Должно быть, это она?.. Ирис?.. Девушка на портрете обладает странной, неземной красотой, почти несовместимой с жизнью. Такие женщины — с белоснежной кожей и мечтательным взглядом, живут на картинах, а не топчут бренную землю. Мне вспомнились слова пана Вуйчика — и правда, как атаман не раздавил эту хрупкую статуэтку?
Она выглядела до странного печальной для госпожи такой роскошной усадьбы — и пронзительно живой. Портреты, нарисованные кистью талантливых художников, всегда норовят выйти из своих рам.

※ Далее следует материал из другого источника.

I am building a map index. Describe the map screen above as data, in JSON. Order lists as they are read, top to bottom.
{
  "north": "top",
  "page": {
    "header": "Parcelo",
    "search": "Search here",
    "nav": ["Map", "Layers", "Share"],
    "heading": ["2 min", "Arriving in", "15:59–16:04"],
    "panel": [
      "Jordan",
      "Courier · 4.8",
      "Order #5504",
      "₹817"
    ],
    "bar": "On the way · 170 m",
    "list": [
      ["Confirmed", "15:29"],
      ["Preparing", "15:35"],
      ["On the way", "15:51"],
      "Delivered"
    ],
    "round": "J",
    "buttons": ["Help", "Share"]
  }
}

Я наклонилась, чтобы посмотреть надпись под картиной. Ван Рог, автопортрет, осень 1242.
Автопортрет?!
Тонкая костлявая рука обхватила мое запястье и потянула за собой. Я даже не успела вцепиться в позолоченную раму.
***
На пару мгновений я потеряла сознание, прежде чем больно удариться спиной о каменную брусчатку. Стоило открыть глаза, как меня ослепило самое синее небо в моей жизни. Лазурное, словно сошедшее с пейзажей прибрежных городов, какие пытаются впарить в каждой сувенирной лавке.

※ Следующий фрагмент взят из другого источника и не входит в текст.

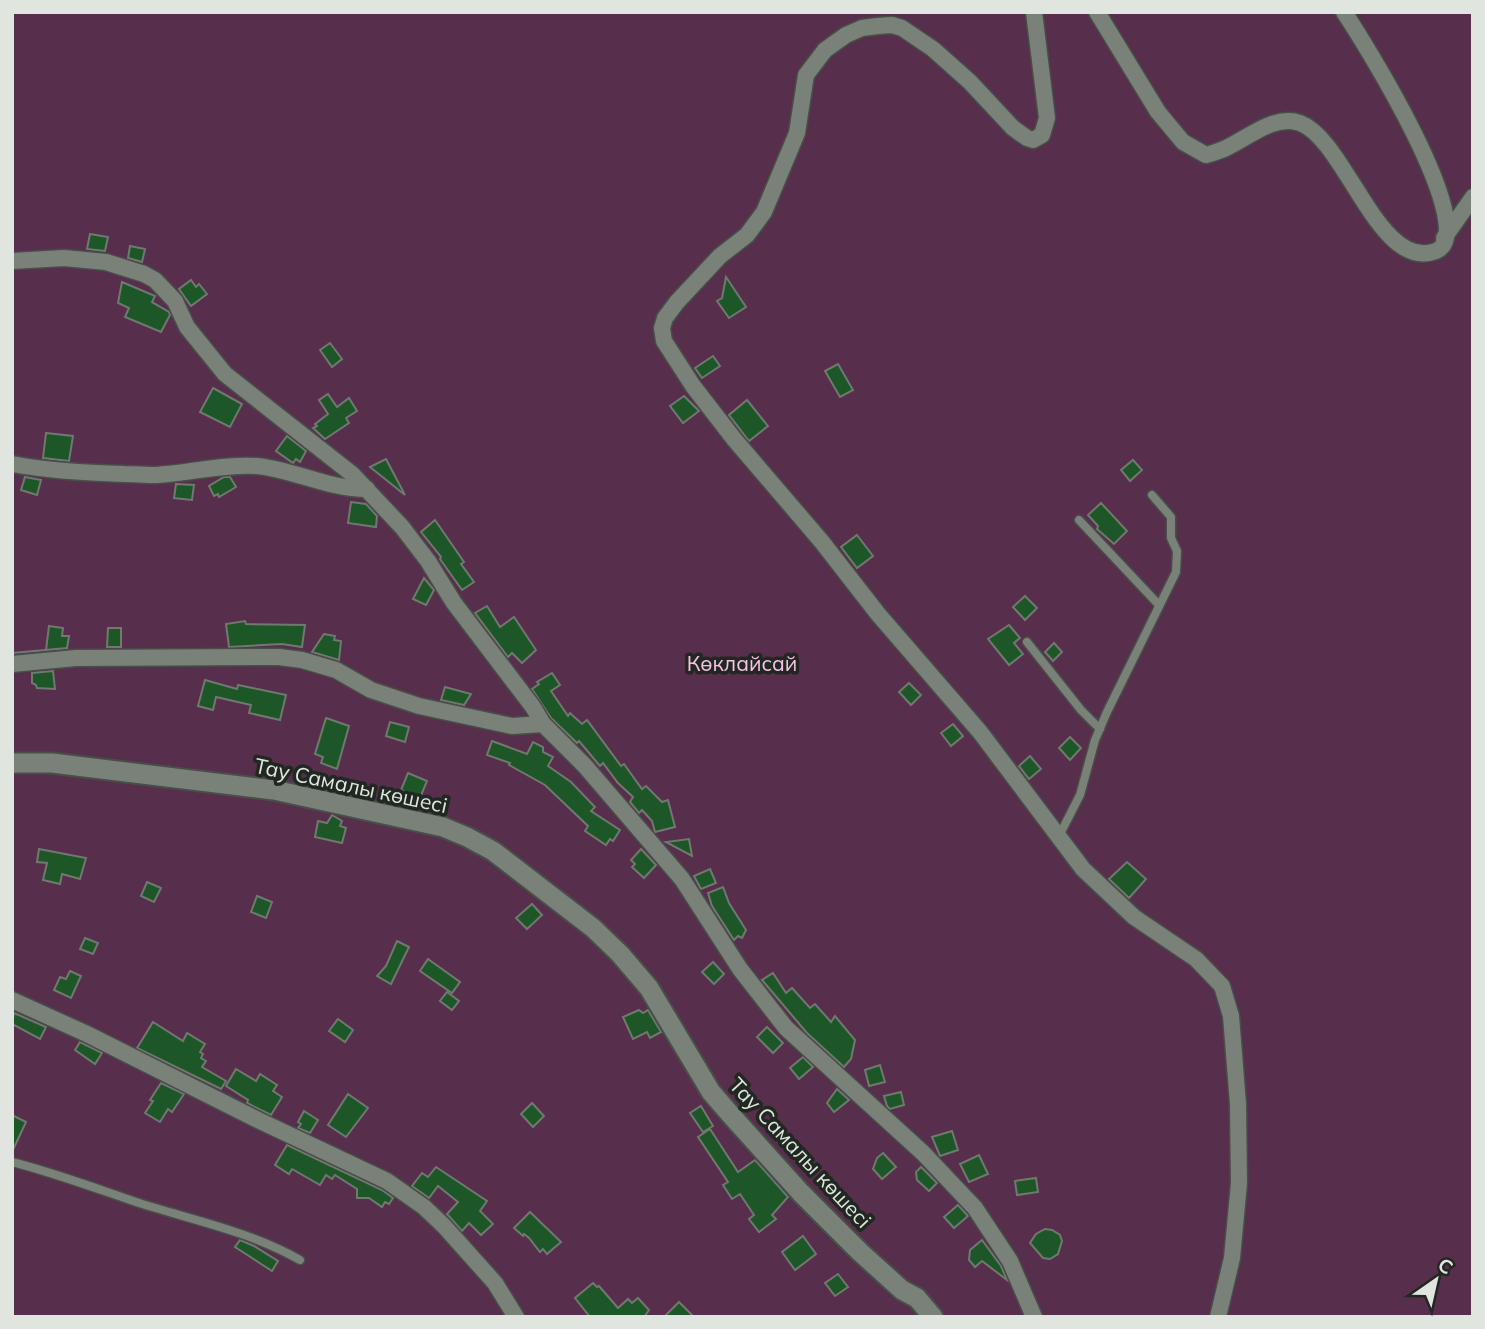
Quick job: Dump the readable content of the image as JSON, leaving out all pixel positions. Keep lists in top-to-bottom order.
{
  "streets": {
    "street": ["Тау Самалы көшесі"]
  },
  "parks": ["Көклайсай"],
  "north": "top right"
}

Хотя бы жива. Обычно у жен с любовницами разговор короткий.
Я приподнялась на локтях, пытаясь привыкнуть к яркому свету. Такое изобилие красок странно сочеталось с полным отсутствием запаха. В крайностях всегда есть что-то зловещее. Усадьба фон Эвереков переливалась в лучах полуденного солнца. Нарядная, как ярмарочная игрушка, и пронзительно-светлая, будто вырванная из детских воспоминаний.